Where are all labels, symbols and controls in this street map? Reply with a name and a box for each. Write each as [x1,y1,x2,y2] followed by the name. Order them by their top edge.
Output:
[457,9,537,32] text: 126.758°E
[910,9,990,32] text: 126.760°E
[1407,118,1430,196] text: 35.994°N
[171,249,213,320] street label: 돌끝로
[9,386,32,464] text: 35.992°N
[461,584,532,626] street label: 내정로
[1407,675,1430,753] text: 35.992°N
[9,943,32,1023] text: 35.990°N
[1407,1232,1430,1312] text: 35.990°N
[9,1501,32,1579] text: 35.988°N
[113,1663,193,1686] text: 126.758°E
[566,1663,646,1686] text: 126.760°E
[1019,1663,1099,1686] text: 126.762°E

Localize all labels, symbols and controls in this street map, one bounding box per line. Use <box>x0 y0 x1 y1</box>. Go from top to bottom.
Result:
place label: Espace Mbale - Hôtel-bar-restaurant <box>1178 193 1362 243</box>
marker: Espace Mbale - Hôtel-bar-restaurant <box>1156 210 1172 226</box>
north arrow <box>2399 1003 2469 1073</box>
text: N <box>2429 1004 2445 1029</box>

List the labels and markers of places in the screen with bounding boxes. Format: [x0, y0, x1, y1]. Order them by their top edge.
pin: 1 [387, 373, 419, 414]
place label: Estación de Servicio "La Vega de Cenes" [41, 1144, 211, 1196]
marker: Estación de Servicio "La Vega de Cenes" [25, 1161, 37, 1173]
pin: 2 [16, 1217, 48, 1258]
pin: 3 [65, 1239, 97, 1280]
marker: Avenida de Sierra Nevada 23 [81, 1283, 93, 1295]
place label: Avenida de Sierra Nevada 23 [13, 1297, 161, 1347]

===============

### Activity
Copy out each line of the data that holds the string "controls".

### Reply to the task
Where are all labels, symbols and controls in this street map? Reply with a name and a box for each. Write each as [x1,y1,x2,y2] followed by the name. Order them by their top edge.
Localize all labels, symbols and controls in this street map, one bounding box per line. Use <box>x0 y0 x1 y1</box>. Go from top to bottom.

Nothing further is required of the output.